Task brief – Each line of the records below that holds "rotate" should be returned.

Exercise data –
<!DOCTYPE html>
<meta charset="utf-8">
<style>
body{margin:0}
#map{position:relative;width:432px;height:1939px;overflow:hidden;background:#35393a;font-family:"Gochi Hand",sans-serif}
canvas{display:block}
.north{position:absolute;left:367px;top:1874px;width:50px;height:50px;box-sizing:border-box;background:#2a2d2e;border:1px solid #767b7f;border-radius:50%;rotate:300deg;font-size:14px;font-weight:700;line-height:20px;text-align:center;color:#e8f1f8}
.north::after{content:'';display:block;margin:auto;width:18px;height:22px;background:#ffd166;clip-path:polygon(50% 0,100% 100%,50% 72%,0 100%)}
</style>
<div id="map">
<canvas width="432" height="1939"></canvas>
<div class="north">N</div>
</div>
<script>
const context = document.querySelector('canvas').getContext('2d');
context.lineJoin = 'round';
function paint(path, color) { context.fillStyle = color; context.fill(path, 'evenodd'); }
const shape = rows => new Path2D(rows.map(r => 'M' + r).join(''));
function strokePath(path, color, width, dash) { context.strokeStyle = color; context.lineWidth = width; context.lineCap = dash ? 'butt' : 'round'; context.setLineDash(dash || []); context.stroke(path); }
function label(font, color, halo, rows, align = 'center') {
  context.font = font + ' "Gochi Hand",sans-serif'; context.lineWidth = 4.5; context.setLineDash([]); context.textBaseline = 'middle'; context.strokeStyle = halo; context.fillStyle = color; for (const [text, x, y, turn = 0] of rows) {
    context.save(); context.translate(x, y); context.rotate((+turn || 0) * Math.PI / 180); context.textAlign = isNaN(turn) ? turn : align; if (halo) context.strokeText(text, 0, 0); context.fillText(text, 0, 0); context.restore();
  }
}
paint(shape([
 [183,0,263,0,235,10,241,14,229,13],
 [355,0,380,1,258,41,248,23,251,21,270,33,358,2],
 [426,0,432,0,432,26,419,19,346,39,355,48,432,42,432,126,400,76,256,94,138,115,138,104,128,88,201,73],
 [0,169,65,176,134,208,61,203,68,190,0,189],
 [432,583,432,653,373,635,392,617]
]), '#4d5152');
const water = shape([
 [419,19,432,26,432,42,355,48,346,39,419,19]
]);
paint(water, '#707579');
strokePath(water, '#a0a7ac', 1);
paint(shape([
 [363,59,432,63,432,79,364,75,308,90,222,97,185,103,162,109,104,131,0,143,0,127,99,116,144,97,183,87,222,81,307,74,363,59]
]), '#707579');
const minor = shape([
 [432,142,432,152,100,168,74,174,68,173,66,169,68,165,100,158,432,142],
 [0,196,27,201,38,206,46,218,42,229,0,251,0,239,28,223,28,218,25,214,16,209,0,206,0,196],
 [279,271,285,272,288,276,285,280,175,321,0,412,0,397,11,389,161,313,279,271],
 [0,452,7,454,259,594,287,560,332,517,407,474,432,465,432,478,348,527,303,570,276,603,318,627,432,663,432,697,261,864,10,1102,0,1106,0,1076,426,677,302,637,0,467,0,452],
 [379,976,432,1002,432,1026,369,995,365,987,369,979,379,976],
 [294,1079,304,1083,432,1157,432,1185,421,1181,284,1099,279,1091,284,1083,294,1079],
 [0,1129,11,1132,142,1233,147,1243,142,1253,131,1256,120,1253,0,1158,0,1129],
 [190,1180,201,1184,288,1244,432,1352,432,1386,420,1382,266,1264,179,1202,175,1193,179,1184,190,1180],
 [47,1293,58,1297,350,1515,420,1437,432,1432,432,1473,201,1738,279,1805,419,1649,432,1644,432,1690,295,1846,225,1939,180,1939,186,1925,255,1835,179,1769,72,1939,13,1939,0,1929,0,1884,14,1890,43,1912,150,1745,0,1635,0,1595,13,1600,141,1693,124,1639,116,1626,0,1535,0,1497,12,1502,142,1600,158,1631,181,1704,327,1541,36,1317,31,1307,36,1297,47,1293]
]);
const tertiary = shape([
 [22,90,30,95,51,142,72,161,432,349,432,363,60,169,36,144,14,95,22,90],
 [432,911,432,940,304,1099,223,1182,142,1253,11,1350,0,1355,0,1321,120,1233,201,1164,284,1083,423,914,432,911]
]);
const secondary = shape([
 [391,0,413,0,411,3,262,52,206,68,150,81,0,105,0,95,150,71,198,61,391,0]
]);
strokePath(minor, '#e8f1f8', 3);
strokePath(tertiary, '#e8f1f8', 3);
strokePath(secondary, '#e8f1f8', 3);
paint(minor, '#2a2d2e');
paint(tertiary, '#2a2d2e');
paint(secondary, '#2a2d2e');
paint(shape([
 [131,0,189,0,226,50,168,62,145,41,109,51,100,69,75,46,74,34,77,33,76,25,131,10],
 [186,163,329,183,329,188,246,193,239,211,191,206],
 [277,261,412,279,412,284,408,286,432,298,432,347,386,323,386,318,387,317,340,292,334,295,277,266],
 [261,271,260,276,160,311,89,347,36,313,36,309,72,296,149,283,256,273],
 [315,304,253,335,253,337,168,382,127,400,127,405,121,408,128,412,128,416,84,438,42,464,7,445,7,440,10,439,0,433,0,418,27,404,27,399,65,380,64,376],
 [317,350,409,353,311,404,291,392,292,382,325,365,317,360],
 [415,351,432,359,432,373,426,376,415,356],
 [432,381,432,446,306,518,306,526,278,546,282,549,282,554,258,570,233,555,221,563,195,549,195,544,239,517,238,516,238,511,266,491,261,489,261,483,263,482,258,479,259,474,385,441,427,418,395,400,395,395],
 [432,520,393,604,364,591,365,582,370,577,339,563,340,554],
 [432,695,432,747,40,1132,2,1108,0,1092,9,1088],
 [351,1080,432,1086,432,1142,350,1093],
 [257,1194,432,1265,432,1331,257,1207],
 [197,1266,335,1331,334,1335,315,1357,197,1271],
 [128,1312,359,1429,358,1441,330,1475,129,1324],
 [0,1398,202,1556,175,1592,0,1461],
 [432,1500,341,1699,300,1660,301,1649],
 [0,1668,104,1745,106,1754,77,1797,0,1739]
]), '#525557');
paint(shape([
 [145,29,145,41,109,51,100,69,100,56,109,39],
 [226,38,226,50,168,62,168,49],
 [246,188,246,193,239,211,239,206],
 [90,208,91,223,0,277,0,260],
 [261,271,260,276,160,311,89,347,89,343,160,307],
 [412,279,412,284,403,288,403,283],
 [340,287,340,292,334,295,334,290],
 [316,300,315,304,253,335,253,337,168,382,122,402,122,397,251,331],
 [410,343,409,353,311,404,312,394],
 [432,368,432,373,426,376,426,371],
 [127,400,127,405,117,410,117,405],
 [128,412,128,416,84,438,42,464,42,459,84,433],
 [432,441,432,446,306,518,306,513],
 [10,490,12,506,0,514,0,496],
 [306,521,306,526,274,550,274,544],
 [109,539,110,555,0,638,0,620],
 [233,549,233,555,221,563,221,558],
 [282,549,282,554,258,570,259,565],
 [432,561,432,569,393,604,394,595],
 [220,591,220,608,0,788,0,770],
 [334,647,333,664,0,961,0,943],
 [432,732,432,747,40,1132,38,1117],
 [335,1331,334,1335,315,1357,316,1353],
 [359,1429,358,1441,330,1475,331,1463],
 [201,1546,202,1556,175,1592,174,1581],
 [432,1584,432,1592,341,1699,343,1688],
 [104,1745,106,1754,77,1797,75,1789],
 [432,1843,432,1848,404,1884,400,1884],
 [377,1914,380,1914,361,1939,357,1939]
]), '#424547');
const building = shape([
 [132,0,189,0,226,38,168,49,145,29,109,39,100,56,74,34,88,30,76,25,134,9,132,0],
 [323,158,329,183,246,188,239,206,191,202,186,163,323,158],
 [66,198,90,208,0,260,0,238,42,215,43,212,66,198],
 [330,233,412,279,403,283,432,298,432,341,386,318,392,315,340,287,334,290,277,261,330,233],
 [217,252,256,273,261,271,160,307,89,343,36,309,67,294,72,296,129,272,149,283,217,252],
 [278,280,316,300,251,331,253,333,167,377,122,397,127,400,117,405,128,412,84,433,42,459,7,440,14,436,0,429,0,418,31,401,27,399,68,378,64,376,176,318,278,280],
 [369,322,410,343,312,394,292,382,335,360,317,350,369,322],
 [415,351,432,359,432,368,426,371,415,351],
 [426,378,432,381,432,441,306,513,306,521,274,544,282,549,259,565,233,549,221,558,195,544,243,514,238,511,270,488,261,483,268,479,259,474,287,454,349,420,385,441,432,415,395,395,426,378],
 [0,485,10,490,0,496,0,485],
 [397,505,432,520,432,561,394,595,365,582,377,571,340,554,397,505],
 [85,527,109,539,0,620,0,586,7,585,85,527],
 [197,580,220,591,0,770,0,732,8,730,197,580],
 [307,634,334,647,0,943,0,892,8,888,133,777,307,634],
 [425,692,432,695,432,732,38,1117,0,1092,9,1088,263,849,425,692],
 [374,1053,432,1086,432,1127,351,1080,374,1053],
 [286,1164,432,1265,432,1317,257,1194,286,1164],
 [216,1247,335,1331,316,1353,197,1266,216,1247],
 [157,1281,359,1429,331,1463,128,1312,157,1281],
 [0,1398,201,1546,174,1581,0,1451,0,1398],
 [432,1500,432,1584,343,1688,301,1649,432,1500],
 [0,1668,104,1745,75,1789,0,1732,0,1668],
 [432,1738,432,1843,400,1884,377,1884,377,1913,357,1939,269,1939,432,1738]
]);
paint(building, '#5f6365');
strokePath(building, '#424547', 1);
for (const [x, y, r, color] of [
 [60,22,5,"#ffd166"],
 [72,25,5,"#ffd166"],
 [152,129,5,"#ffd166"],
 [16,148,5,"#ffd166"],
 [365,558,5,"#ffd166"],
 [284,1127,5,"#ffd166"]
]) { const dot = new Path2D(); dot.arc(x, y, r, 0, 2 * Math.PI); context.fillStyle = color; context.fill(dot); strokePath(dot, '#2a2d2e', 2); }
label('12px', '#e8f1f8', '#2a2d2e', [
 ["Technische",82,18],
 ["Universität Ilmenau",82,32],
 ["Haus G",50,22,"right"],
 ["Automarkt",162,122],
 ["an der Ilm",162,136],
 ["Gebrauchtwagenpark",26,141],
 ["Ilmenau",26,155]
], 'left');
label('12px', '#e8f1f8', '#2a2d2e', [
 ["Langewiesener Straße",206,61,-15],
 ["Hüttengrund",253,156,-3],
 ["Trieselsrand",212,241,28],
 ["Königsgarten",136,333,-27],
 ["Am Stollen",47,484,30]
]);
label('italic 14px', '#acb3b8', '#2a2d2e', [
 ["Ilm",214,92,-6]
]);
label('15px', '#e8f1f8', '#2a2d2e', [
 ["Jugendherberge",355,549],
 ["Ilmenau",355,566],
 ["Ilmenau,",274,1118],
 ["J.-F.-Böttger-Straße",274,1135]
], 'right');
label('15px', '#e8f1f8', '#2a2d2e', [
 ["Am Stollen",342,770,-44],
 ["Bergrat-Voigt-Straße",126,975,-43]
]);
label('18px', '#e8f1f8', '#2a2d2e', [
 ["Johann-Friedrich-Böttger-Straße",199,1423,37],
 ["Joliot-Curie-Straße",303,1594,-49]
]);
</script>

Result of the task –
.north{position:absolute;left:367px;top:1874px;width:50px;height:50px;box-sizing:border-box;background:#2a2d2e;border:1px solid #767b7f;border-radius:50%;rotate:300deg;font-size:14px;font-weight:700;line-height:20px;text-align:center;color:#e8f1f8}
    context.save(); context.translate(x, y); context.rotate((+turn || 0) * Math.PI / 180); context.textAlign = isNaN(turn) ? turn : align; if (halo) context.strokeText(text, 0, 0); context.fillText(text, 0, 0); context.restore();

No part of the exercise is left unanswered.